Research
Recognition of our research leadership across a range of fields continues as the faculty raised more than $400 million in external research support for the second year. The
National Consortium for the Study of Terrorism and Responses to Terrorism
(START) under Gary LaFree in Criminology and Criminal Justice anticipates receiving $12 million through 2011 from the U.S. Department of Homeland Security. It is developing the most comprehensive database of worldwide terror incidents that have occurred since 1970. START awarded scholarships to undergraduate and doctoral students who agree to work in homeland security for a year after completing their degrees.
Studies on the avian flu virus in the National Avian Flu
Research Project led by Daniel Perez in veterinary medicine received a second $5 million grant from the U.S. Department of Agriculture to support understanding the molecular basis of avian influenza and its risk to birds and humans.
R&D Magazine recognized two University creations among its "100
most technologically significant products introduced into the marketplace" over the past year. One, a new optical method for detecting individual neutrons, was developed by Michael
Coplan of the Institute for Physical Science and Technology (IPST) together with his colleagues at NIST. The other is a software tool to manage and track wildfires that was developed by Robert
Sohlberg of Geography together with his colleagues at NASA Goddard Space Flight Center and NASA Ames Research Center.

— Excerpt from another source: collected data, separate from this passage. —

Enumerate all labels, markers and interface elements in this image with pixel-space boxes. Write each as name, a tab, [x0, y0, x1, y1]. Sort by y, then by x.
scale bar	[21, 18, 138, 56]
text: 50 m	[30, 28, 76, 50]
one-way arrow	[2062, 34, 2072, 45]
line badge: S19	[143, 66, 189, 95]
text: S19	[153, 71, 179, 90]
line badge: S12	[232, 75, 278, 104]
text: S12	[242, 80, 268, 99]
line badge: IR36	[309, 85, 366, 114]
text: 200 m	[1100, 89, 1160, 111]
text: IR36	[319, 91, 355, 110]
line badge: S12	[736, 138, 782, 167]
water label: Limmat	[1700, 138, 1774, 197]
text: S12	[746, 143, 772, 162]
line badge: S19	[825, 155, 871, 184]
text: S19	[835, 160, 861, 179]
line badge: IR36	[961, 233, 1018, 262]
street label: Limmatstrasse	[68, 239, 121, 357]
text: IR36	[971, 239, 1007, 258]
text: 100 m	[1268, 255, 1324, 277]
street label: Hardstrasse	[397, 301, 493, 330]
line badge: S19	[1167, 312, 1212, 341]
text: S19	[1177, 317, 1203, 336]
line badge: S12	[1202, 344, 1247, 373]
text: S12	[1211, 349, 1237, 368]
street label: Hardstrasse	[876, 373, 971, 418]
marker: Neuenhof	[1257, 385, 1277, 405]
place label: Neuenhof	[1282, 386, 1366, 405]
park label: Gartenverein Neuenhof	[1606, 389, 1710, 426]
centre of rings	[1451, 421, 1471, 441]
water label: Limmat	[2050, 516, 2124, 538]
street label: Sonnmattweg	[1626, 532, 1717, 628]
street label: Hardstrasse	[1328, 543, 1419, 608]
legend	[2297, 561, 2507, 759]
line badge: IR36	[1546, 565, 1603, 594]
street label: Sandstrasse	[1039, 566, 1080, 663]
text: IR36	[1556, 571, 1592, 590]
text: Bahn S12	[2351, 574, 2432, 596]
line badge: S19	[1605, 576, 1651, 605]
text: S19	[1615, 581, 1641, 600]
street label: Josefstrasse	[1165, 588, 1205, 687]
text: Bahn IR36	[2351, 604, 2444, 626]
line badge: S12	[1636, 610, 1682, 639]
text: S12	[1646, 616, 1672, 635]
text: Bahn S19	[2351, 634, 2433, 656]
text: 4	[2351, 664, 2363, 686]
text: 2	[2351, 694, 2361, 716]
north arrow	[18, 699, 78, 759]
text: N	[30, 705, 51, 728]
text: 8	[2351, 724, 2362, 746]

Another UM-NIST partnership, the Joint Quantum Institute, has been awarded a most remarkable Physics
Frontier Center by the National Science Foundation. The Principal Investigators are Bill
Phillips, Luis Orozco and Chris Monroe. Chosen following a competition of more than 300 unniversity applicants, the center was awarded $14.5 million over five years to investigate quantum coherence and its importance to quantum information. A newly created UM Center
for Applied Electromagnetics was funded at $20 million by the Office of Naval Research under the leadership of Patrick O'Shea, Executive Director, and Victor Granatstein, Research Director, both in electric and computer engineering.
Maryland's Institute for Technology in the Humanities (MITH) along with international partners, is creating a digital archive of William Shakespeare's pre-1641 quartos. The Folger Shakespeare Library, which holds the largest collection of Shakespeare's quartos, is administering the supporting NEH grant. Another $1 million grant to MITH and Rice University from the Institute of Museum and Libraries Services supports development of interactive scholarly resources around the Americas.
Our university and six others are joined in a Google-IBM partnership called "cloud
computing." Led by the College
of Information Studies and located in the University of Maryland Institute for Advanced Computer Studies, cloud computing fosters parallel applications using remote data centers in contrast to the local one-server, one-application designs that we are accustomed to using.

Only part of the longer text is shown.